### Exercise brief
Where a line in the records below includes "weight", pull that line out.

### Entries supplied
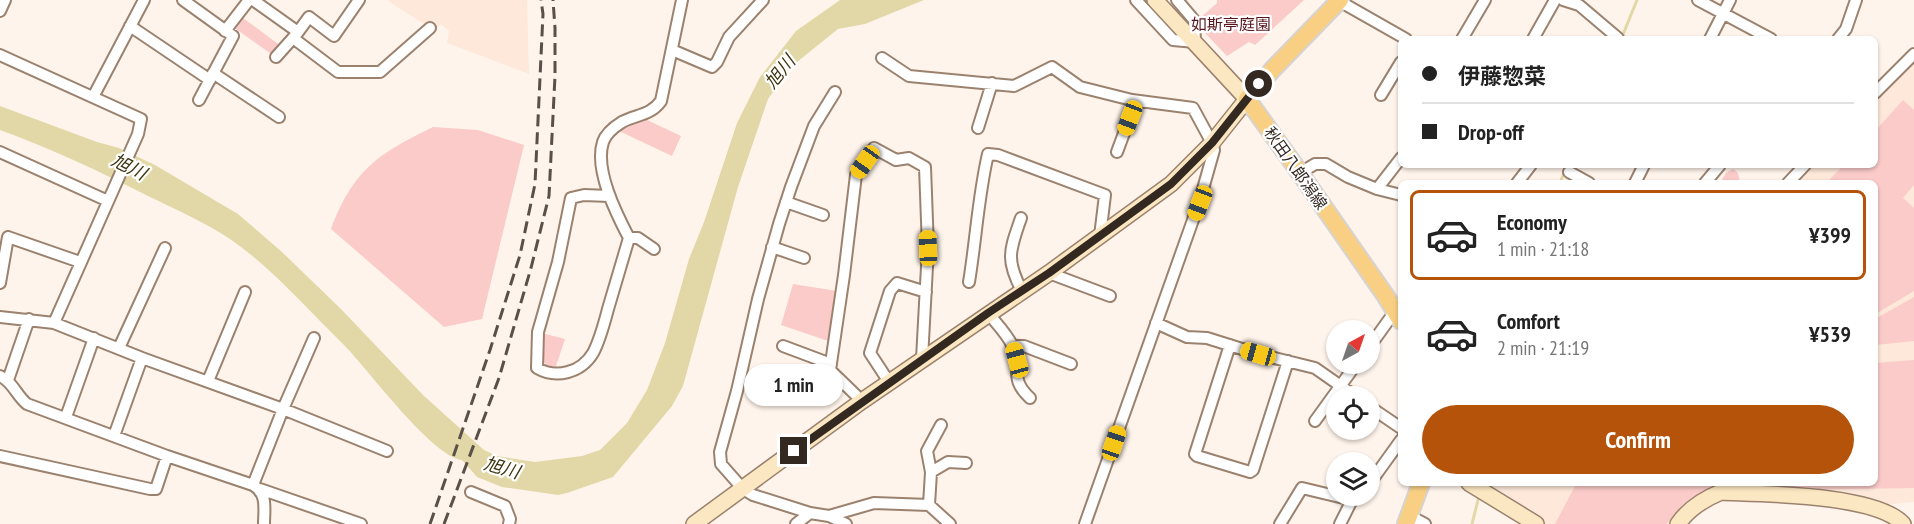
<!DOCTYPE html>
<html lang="en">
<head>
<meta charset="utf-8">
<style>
  :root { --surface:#fff; --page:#f6f6f6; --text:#222; --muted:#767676; --line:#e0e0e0; --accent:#b45309 }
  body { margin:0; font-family:"PT Sans Narrow","Noto Sans JP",sans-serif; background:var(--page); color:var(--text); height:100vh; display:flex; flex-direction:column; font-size:22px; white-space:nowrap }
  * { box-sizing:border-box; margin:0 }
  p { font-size:20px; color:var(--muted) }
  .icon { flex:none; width:33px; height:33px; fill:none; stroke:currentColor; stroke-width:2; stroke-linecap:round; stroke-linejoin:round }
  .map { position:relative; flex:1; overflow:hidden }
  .sheet { position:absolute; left:1398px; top:180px; width:480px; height:306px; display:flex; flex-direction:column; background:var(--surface); border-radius:9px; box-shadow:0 2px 4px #0004 }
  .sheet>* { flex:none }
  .guide { position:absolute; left:1398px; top:36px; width:480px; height:132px; border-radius:9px; box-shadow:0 2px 4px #0004; display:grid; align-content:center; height:132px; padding:0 24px; background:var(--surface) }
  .needle { width:39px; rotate:40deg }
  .tools { position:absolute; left:1326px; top:320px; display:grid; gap:12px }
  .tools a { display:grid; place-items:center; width:54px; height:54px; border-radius:50%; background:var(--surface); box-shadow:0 2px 4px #0004; font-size:30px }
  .end { position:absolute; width:27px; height:27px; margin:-14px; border:8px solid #332921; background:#fff; box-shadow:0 0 0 3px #fff }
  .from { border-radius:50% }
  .bubble { position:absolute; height:42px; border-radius:21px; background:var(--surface); box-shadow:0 2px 4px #0004; font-size:20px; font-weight:600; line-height:42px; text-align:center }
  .car { position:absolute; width:18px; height:36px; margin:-18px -9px; border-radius:8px; box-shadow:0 0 4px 2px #0007; background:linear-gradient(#f5c518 24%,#345 0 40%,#f5c518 0 76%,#345 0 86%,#f5c518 0) }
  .guide b { display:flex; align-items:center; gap:21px; height:57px; font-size:22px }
  .guide b+b { border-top:2px solid var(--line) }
  .guide i { width:15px; height:15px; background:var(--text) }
  ul { padding:10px 0 0; list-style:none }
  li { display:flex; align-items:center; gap:18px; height:90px; margin:0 12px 9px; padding:0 12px; border:3px solid transparent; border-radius:9px }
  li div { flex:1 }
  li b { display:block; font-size:22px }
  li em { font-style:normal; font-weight:600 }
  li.current { border-color:var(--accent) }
  li>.icon { width:54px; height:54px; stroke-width:1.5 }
  .action { display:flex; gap:12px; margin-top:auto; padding:12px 24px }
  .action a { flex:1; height:69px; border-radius:36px; background:var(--accent); color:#fff; font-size:24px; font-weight:600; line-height:69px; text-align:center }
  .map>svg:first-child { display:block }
  .built { fill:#fde8d9 }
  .green { fill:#facbc9 }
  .water { fill:#e2d8a7 }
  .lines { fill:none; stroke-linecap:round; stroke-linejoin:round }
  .stream { stroke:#e2d8a7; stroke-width:3 }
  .street-casing { stroke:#9b826f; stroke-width:14 }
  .secondary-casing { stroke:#9b826f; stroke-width:18 }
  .primary-casing { stroke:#d6d4d3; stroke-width:20 }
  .street { stroke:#fff; stroke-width:10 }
  .secondary { stroke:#fbe7c1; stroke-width:15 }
  .primary { stroke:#f8cf83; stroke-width:16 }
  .rail { stroke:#5a5048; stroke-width:3; stroke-dasharray:12 6; stroke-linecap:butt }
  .route { stroke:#332921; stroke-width:8 }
  .labels { text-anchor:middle; stroke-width:4.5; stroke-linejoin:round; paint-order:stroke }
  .park-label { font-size:16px; fill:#57161c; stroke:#fff }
  .street-label { font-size:16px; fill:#332921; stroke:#fff }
  .water-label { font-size:18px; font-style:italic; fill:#3d350e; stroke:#fff }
</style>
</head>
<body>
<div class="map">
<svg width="1914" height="524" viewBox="0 0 1914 524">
  <rect width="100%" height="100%" fill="#fff4eb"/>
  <path class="built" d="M387,0h140l2,74 -82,-31 2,-12 -8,-7 -8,6z
    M1914,51v451l-24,2 -33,-9 -69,-1 -92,3 -27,27h-124l-55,-33 -5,-8h390v-300h-93l15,-18h78v-78z"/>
  <path class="green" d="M1217,0h87l-49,45 -6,-3 -22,14 -22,-23 -6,-14 18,-16z
    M243,18l38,28 -7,10 -38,-27z
    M1903,100l11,10v75l-11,13 11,10v83l-35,21h-4v-129h-49l18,-18h31v-34z
    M645,119l36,17 -9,20 -55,-26z
    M433,127l45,3 46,15 -42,174 -38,8 -113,-98c23,-60 47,-75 102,-102z
    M1733,169l5,4 2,10h-20l6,-10z
    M793,284l44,7 -6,51 -50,-17z
    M1914,297v44l-39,4v-26z
    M542,333l23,6 -9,27h-9l-6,-8z
    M1914,360v128l-125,2 -44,-7h130v-120z
    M1573,483h150l-27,13 -30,28h-111l20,-38z"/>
  <path class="water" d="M840,0h84l-59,24 -27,5 -46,37 -24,33 -30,88 -55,199 -11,20 -59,71 -46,16 -9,2 -56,-8 -25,-10 -15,-17c-30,-3 -95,-92 -119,-116 -36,-35 -71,-76 -113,-105 -26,-17 -53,-29 -80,-42 -49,-25 -98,-48 -150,-67v-24l97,36 22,6 36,17 83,49 44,38 59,57 82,86 61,55 13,6 38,6 47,-6 18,-6 27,-27 20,-33 18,-47 24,-84 15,-37 33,-99 23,-46 36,-46z"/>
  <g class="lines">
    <path class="stream" d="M1622,37l15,-37
      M1560,183l7,-18
      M1472,524l7,-28"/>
    <g class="street-casing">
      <path id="street" d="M183,0l50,36 -34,64
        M253,0l45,32 -5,6 45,34h42l50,-44
        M1136,0l37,40 22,2 -1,-22 -17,-20
        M1563,0l16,5 39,33
        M1698,0l73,39
        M1339,1l67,38
        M0,11l5,-11
        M130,26l80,54
        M225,31l24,-31
        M298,32l11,-15 25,19 25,-36
        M1462,39l23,-39
        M1533,39l22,-39
        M1710,39l20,-39
        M1838,39l8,-10 10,-29
        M672,50l40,17 5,-5 12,-25 34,-37
        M0,55l141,64 -3,15 -84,189
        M276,57l17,-19
        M882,58l27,18 105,10 38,-19 28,20 52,13 61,8 19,35 2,7 -15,53 -114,321
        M213,73l66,44
        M835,92l-21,34 -23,61 -12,37 -21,75 -21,92 -17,61 1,12 22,25 10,6 57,18 19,3 45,-13 55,2 21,19
        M1875,93l39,-39
        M1381,95l20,-33
        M93,97l51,-97
        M978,128l14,-45
        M0,152l108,49
        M1117,152l19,-51
        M1569,172l20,11
        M1300,173l15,-9h11l22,13 29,12 24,6
        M1517,183l14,-18
        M1635,183l9,-18
        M1705,183l15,-18
        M1788,183l17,-18
        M1377,189l24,-31
        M609,196l-25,-1 -13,3 -13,64 -20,70 -1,36c19,11 44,5 56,-15 7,-13 11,-29 15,-44 7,-23 14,-47 21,-71 -12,-23 -35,-68 -26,-96 3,-9 11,-15 19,-20 15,-8 28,-6 39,-21l21,-101
        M786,202l37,13
        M1021,218c-11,32 -16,41 1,73
        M629,238h9l16,11
        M772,247l32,11
        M1049,273l61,23
        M969,282c7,-42 9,-85 19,-128l10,1 107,40 -5,41
        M0,283l8,-46 72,25
        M988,313c8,10 20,22 25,34 10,21 -5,31 17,51
        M0,317l54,6 88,35 141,51 104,42
        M1156,323l31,14 20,1 51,16 57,14 40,28
        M1230,345l-35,109 2,2 53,16 3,-2 35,-109
        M783,346l48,18
        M1013,346h11l47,18
        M1370,346l31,-43
        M119,348l46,-100
        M0,376c13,6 16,19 27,28l140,52 86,29c15,9 11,24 11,39
        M8,380l21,-61
        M208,381l37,-89
        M889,382l-19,-29 20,-62 7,-8 29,9
        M862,401l-32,-31 14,-95 12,-100 18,-27 22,12 13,-2 16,9 3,81 -6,111
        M1370,407l31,21
        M66,417l28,-79
        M1315,421l42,-58
        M114,436l28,-78
        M0,456l150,33h6l11,-33
        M931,472l-4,-21 14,-26
        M1370,483l31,-43
        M253,485l30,-76 31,-71
        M260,489l101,35
        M471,492l34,14 5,13 -1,5
        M929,505l2,-33 17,-10 18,1
        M829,516l17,8
        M1410,516l15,8
        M796,524l14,-11
        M1280,524l22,-36 50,12
        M1340,524l12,-24 5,-5"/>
    </g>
    <g class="secondary-casing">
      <path id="secondary" d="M1469,483l67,41
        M694,524l168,-123 187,-128 122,-89 41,-41 35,-44 -92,-99
        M1678,524c11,-16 26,-25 43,-32 42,2 155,2 182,32"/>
    </g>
    <g class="primary-casing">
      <path id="primary" d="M1340,0l-67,69 -26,30 53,74 85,122 16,26
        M1406,524l15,-41"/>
    </g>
    <use href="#street" class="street"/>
    <use href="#secondary" class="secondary"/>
    <use href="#primary" class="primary"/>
    <path class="rail" d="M430,524l60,-174 30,-95 15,-71 8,-170 -2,-14
      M444,524l55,-146 32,-110 18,-72 6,-120v-48l-2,-28"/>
  </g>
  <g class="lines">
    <path class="route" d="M794,451l194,-138 61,-40 122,-89 41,-41 47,-59"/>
  </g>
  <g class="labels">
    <g class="park-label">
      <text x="1231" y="30">如斯亭庭園</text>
    </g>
    <g class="street-label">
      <text transform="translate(1296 168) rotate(55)" y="6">秋田八郎潟線</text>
    </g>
    <g class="water-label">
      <text transform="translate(780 72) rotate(-51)" y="6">旭川</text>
      <text transform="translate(129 167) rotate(27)" y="6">旭川</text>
      <text transform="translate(502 468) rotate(16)" y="6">旭川</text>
    </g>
  </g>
</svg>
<div class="tools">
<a><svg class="needle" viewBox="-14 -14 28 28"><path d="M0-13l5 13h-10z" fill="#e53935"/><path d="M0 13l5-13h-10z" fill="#767676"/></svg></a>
<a><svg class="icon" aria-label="locate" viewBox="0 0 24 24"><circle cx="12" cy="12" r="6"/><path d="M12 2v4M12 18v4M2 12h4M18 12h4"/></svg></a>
<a><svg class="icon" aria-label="layers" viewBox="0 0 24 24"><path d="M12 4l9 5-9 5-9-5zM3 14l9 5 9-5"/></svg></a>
</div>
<i class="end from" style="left:1259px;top:84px"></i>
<i class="end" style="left:794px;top:451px"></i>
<div class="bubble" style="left:744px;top:364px;width:99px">1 min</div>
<i class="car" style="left:1130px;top:118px;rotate:201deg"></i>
<i class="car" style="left:865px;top:162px;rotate:215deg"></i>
<i class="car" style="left:1200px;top:203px;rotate:201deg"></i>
<i class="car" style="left:928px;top:248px;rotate:358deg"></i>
<i class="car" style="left:1258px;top:354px;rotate:286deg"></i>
<i class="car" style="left:1017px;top:360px;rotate:345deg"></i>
<i class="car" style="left:1114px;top:443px;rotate:19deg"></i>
<div class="guide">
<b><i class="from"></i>伊藤惣菜</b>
<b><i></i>Drop-off</b>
</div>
<section class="sheet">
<ul>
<li class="current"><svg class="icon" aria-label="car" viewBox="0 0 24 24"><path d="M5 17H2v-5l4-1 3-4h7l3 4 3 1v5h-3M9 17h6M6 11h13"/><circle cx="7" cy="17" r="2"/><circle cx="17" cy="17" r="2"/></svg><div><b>Economy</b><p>1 min · 21:18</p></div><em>¥399</em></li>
<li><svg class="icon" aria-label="car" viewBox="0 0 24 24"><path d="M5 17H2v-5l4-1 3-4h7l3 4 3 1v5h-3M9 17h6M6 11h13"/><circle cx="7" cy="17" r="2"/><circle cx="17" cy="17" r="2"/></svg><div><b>Comfort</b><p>2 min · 21:19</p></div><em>¥539</em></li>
</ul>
<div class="action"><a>Confirm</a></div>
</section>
</div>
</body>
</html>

### Solution below
  .bubble { position:absolute; height:42px; border-radius:21px; background:var(--surface); box-shadow:0 2px 4px #0004; font-size:20px; font-weight:600; line-height:42px; text-align:center }
  li em { font-style:normal; font-weight:600 }
  .action a { flex:1; height:69px; border-radius:36px; background:var(--accent); color:#fff; font-size:24px; font-weight:600; line-height:69px; text-align:center }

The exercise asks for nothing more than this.